[Mesa-dev] R: Re: Building with -fno-builtin-memcmp for improved performance

Wed Sep 21 08:15:10 PDT 2011

Am 21.09.2011 14:24, schrieb Fabio:
> 
> 
>> ----Messaggio originale----
>> Da: keithw at vmware.com
>> Data: 20/09/2011 16.45
>> A: "Roland Scheidegger"<sroland at vmware.com>
>> Cc: "Fabio"<fabio.ped at libero.it>, <mesa-dev at lists.freedesktop.org>
>> Ogg: Re: [Mesa-dev] Building with -fno-builtin-memcmp for improved 
> performance
>>
>> On Tue, 2011-09-20 at 16:35 +0200, Roland Scheidegger wrote:
>>> Am 20.09.2011 16:15, schrieb Keith Whitwell:
>>>> On Tue, 2011-09-20 at 16:02 +0200, Roland Scheidegger wrote:
>>>>> Am 20.09.2011 12:35, schrieb Keith Whitwell:
>>>>>> On Tue, 2011-09-20 at 10:59 +0200, Fabio wrote:
>>>>>>> There was a discussion some months ago about using -fno-builtin-memcmp 
> for 
>>>>>>> improving memcmp performance:
>>>>>>> http://lists.freedesktop.org/archives/mesa-dev/2011-June/009078.html
>>>>>>>
>>>>>>> Since then, was it properly addressed in mesa or the flag is still 
>>>>>>> recommended?

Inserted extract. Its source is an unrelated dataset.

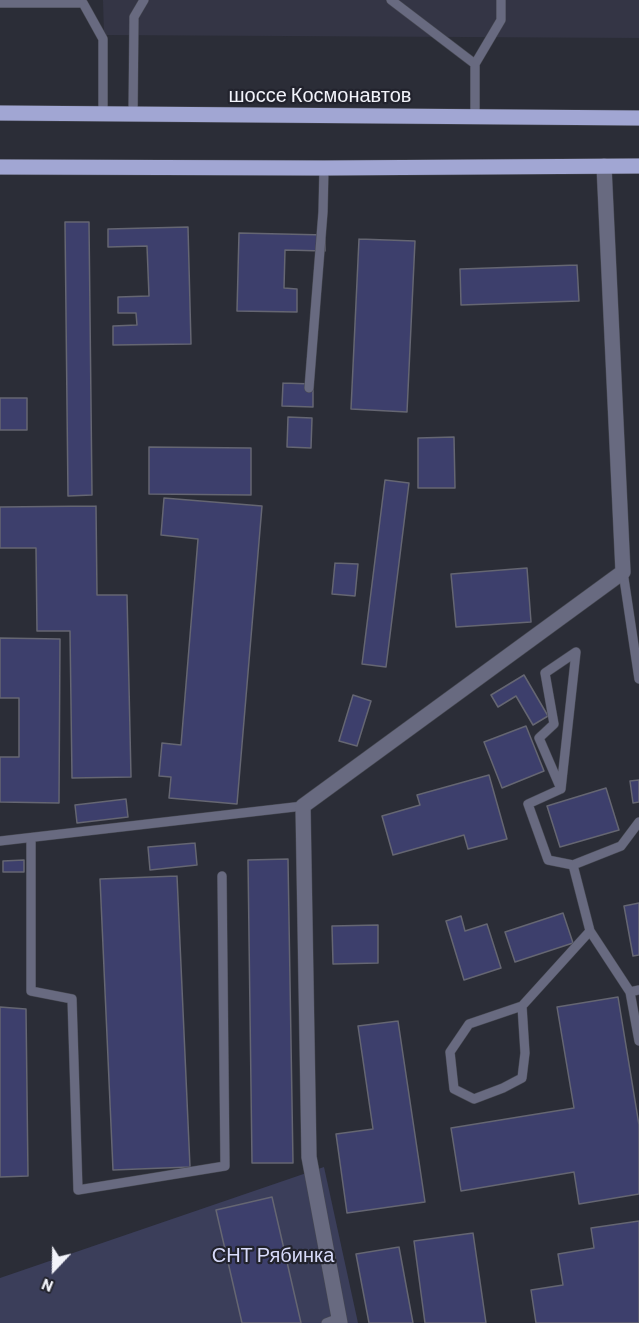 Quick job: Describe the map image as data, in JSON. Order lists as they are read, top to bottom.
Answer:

If so, what about adding it in configure.ac?
>>>>>>
>>>>>> I've been meaning to follow up on this too.  I don't know the answer,
>>>>>> but pinging Roland in case he does.
>>>>>
>>>>> I guess it is still recommended.
>>>>> Ideally this is really something which should be fixed in gcc - the
>>>>> compiler has all the knowledge about fixed alignment and size (if any)
>>>>> (and more importantly knows if only a binary answer is needed which
>>>>> makes this much easier) and doesn't need to do any function call.
>>>>> If you enable that flag and some platform just has the same primitive
>>>>> repz cmpsb sequence in the system library it will just get even slower,
>>>>> though I guess chances of that happening are slim (with the possible
>>>>> exception of windows).
>>>>> I think in most cases it won't make much difference, so nobody cared to
>>>>> implement that change. It is most likely still a good idea unless gcc
>>>>> addressed that in the meantime...
>>>>
>>>> Hmm, it seemed like it made a big difference in the earlier
>>>> discussion...
>>> Yes for llvmpipe and one app at least.
>>> But that struct being compared there is most likely the biggest (by far)
>>> anywhere (at least which is compared in a regular fashion).
>>>
>>>> I should take a look at reducing the size of the struct (as mentioned
>>>> before), but surely there's some way to pull in a better memcmp??
>>>
>>> Well, apart from using -fno-builtin-memcmp we could build our own
>>> memcmpxx, though the version I did there (returning binary only result
>>> and assuming 32bit alignment/size allowing gcc to optimize it) was still
>>> slower for large sizes than -fno-builtin-memcmp. Of course we could
>>> optimize it more (e.g. for 64bit aligned/sized things, or using
>>> hand-coded sse2 versions using 128bit at-a-time comparisons) but then it
>>> gets more complicated, so I wasn't sure it was worth it.
>>>
>>> For reference here are the earlier numbers (ipers with llvmpipe):
>>> original ipers: 12.1 fps
>>> optimized struct compare: 16.8 fps
>>> -fno-builtin-memcmp: 18.1 fps
>>>
>>> And this was the function I used for getting the numbers:
>>>
>>> static INLINE int util_cmp_struct(const void *src1, const void *src2,
>>> unsigned count)
>>> {
>>>   /* hmm pointer casting is evil */
>>>   const uint32_t *src1_ptr = (uint32_t *)src1;
>>>   const uint32_t *src2_ptr = (uint32_t *)src2;
>>>   unsigned i;
>>>   assert(count % 4 == 0);
>>>   for (i = 0; i < count/4; i++) {
>>>     if (*src1_ptr != *src2_ptr) {
>>>       return 1;
>>>     }
>>>     src1_ptr++;
>>>     src2_ptr++;
>>>   }
>>>   return 0;
>>> }
>>
>> OK, maybe the first thing to do is fix the compared struct, then let's
>> see if there's anything significant left for a better memcmp to extract.
>>
>> I can find some time to do that in the next few days.
> 
> Was this problem ever reported to gcc devs BTW? I did a quick search and 
> didn't find anything. Maybe it could be properly fixed there.

There already was a bug about slow memcmp in gcc bugzilla (referenced in
the earlier thread), hence no need to report our own:
http://gcc.gnu.org/bugzilla/show_bug.cgi?id=43052

Roland